Às vezes questiona-se qual forma de governo mais convém a um artista. Há apenas uma resposta para essa pergunta. A forma de governo que mais lhe convém é nenhum governo”  
Oscar Wilde
Eu costumava ver meus interesses em relação ao anarquismo e em relação à ficção enquanto coisas totalmente separadas, porque eu não sabia que de alguma forma as duas coisas coincidiam. Nenhum dos meus amigos ativistas estavam escrevendo histórias – pelo menos nunca me contaram – e eu ainda não havia percebido o quão rica é a história da ficção anarquista. Mas existem anarquistas, teóricos e ativistas, na ficção convencional – no entanto, sua visão política raramente é divulgada para o mundo. Existem escritores entre os ativistas, mas seus escritos raramente são distribuídos. E existe uma notável e ampla história de cultura multilíngüe anarquista ao redor do mundo, apesar de que a maioria destas estão escondidas pela obscuridade ou pelo tempo.
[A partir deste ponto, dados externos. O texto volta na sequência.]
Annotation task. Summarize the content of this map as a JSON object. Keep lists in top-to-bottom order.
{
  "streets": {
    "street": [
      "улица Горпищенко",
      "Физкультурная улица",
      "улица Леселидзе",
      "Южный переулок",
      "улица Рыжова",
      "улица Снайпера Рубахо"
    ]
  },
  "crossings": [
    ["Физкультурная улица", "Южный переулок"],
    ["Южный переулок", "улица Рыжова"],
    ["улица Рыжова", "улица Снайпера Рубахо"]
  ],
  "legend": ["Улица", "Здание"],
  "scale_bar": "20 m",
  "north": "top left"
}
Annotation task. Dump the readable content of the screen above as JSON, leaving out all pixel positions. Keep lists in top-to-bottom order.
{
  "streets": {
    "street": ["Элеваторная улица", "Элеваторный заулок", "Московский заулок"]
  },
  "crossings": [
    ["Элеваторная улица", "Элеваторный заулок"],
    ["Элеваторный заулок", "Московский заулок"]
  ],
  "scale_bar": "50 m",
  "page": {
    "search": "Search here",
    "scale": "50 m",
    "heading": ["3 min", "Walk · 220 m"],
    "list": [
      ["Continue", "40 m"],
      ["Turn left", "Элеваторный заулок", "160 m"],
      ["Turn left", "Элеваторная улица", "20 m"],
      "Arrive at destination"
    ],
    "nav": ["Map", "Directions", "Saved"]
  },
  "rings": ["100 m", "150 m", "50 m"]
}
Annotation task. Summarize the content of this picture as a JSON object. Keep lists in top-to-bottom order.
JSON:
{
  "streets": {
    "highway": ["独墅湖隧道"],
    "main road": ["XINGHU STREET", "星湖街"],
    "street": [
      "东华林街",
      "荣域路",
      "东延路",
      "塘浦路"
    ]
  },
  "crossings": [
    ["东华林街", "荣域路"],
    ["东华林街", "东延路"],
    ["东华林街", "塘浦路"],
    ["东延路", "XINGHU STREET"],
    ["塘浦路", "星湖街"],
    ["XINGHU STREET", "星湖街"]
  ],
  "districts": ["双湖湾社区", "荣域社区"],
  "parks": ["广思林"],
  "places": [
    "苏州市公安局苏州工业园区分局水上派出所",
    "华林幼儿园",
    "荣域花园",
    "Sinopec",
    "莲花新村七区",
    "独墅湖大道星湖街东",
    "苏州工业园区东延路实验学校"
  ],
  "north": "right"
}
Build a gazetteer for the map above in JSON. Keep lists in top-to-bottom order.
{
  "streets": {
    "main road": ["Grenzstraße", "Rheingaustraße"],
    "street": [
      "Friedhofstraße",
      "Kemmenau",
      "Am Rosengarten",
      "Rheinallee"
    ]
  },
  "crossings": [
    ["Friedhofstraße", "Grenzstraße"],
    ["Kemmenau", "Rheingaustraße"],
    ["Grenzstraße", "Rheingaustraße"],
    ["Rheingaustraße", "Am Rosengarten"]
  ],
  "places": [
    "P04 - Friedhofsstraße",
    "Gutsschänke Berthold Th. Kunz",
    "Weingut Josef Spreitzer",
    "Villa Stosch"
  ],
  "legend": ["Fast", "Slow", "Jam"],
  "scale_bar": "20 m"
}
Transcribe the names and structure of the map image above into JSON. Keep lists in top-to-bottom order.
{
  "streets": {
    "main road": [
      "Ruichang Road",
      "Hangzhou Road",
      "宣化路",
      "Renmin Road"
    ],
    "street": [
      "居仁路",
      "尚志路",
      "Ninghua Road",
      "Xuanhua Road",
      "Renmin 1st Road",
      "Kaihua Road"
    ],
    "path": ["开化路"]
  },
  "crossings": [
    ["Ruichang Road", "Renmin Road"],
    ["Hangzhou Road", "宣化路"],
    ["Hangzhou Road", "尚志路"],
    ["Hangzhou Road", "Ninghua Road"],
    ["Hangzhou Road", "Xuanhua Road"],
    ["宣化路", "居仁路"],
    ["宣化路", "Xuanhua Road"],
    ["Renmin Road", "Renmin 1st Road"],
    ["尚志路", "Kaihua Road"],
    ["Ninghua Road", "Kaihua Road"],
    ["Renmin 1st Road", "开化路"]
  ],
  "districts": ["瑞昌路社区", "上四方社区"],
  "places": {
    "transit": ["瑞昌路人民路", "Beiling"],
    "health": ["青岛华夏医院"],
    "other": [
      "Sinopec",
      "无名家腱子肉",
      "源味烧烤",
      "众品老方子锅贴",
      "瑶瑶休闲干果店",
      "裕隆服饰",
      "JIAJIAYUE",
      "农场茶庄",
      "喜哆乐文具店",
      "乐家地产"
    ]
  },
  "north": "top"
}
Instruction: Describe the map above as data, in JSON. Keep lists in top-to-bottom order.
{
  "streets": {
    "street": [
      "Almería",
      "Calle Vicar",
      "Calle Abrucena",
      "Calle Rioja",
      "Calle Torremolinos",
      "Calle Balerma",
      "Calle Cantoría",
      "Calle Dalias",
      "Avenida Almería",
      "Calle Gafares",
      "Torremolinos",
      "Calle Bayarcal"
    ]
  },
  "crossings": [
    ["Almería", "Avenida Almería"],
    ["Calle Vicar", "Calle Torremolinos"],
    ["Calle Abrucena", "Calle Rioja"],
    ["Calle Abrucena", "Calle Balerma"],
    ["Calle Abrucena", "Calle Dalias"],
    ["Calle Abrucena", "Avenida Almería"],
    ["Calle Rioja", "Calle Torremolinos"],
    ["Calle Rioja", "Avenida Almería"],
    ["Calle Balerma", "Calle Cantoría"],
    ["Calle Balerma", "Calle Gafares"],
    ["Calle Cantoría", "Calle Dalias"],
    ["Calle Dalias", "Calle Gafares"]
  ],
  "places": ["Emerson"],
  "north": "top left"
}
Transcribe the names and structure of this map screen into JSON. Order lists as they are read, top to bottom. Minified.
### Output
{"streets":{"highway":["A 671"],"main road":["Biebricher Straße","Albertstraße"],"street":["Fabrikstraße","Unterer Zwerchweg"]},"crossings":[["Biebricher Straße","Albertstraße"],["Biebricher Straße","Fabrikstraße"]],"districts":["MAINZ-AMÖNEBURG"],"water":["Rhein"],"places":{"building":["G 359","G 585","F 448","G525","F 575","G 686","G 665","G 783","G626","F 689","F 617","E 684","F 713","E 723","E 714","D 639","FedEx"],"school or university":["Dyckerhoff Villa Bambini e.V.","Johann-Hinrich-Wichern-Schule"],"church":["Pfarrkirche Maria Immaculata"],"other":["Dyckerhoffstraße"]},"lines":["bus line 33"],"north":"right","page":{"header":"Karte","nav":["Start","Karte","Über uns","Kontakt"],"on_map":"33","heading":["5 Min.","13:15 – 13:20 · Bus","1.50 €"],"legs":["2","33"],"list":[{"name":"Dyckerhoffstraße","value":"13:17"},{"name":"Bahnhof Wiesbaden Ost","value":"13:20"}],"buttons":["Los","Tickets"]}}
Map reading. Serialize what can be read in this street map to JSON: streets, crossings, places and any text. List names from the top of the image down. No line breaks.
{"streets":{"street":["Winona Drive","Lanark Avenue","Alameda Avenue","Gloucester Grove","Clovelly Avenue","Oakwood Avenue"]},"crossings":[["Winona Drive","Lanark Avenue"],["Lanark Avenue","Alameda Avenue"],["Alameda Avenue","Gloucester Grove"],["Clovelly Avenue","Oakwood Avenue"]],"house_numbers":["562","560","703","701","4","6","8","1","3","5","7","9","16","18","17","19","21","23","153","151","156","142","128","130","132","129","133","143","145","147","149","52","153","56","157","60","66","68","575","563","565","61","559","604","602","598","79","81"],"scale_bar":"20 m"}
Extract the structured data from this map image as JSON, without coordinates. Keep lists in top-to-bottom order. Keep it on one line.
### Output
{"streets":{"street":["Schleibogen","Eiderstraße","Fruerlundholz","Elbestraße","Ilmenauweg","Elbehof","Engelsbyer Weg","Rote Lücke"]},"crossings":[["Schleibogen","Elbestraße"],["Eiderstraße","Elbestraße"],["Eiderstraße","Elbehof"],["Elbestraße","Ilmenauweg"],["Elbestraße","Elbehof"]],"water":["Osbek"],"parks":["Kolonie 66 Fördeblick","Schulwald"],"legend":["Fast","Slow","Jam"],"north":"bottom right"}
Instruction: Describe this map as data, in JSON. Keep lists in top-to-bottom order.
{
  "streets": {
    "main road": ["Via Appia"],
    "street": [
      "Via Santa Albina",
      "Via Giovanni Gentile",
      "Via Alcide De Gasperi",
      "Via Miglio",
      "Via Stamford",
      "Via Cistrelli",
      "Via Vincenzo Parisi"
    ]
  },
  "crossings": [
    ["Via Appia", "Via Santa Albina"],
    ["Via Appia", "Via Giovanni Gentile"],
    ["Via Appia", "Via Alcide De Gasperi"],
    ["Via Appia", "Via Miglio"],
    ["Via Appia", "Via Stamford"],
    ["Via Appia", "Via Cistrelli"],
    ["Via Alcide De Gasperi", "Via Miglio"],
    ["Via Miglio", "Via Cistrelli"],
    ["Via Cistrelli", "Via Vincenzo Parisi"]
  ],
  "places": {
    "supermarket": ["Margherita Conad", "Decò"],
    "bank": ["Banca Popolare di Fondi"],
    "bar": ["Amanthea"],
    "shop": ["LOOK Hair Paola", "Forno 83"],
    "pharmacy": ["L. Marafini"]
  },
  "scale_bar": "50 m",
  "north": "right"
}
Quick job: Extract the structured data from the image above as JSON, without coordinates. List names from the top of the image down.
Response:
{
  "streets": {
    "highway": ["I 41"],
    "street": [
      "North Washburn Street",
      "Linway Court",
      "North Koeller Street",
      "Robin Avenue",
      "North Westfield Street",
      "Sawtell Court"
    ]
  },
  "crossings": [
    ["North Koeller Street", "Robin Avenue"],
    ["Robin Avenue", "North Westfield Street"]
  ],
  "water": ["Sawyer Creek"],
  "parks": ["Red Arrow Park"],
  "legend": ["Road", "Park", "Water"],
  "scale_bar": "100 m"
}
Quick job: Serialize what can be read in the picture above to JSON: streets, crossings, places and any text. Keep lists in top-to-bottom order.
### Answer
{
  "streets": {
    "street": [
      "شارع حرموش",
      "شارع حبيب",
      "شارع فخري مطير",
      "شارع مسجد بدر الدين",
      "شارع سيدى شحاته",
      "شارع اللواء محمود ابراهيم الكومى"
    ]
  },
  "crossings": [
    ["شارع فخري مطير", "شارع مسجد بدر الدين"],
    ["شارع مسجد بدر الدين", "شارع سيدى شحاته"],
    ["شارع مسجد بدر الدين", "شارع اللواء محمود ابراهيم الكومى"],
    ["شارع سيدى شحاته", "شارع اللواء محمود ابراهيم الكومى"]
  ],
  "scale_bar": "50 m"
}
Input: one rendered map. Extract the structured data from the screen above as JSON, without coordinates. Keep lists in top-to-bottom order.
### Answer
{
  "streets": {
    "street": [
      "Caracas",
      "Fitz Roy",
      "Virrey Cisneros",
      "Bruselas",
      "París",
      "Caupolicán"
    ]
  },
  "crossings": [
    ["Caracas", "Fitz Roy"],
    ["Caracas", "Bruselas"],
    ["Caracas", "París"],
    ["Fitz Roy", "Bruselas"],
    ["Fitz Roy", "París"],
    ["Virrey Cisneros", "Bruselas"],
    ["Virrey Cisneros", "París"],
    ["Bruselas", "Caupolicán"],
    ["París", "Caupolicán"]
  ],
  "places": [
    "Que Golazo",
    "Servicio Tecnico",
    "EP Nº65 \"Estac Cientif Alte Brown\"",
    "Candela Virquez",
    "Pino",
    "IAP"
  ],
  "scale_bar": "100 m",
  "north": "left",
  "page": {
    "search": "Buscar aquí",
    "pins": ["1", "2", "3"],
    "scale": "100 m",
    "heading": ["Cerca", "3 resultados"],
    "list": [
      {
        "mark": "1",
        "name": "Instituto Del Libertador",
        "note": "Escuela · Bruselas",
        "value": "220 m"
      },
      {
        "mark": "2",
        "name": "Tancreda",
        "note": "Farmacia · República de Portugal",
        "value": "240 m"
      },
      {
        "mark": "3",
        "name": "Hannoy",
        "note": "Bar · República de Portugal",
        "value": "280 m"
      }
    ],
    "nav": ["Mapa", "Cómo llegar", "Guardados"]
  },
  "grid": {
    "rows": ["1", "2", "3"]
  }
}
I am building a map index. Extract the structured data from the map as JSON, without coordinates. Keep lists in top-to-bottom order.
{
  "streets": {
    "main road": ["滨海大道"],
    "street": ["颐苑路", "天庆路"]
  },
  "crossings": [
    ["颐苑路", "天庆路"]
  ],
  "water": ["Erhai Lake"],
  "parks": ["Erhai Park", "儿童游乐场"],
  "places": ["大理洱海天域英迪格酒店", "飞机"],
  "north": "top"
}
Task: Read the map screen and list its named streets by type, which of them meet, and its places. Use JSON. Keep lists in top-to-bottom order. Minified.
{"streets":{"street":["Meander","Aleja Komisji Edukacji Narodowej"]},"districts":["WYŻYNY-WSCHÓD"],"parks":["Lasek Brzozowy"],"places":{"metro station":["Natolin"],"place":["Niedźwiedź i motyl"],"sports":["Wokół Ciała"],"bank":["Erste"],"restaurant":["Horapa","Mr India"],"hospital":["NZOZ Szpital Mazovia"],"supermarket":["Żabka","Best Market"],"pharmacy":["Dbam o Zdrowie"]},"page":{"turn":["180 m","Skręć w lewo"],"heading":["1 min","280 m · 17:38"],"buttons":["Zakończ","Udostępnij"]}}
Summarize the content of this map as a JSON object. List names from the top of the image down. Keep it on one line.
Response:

A primeira vez que falei sobre anarquismo e ficção foi na feira do livro de Baltimore alguns anos atrás. No momento em que eu estava prestes a dar início à conversa, eu estava muito nervoso – eu sabia que eu iria falar para uma audiência que tinha pouco entendimento sobre o anarquismo – então resolvi caminhar entre as tendas do festival, tentando descobrir como introduzir o assunto. Foi então que eu vi uma tabuleta pintada à mão: “Os primeiros 100 romances de língua inglesa do século XX”, compilados pela Modern Library (Biblioteca Moderna). Três dos primeiros cinco romances foram escritos por pessoas envolvidas com o anarquismo (James Joyce e Aldous Huxley), sendo que havia, no total, oito romances na lista (por Anthony Burgess, Henry Miller, e Kurt Vonnegut). E isso não inclui os socialistas que estavam nesta mesma lista, como Jack London, nem mesmo os dois romances de George Orwell, que sobreviveu após ter sido ferido por um tiro no pescoço lutando contra os fascistas na Guerra Civil Espanhola.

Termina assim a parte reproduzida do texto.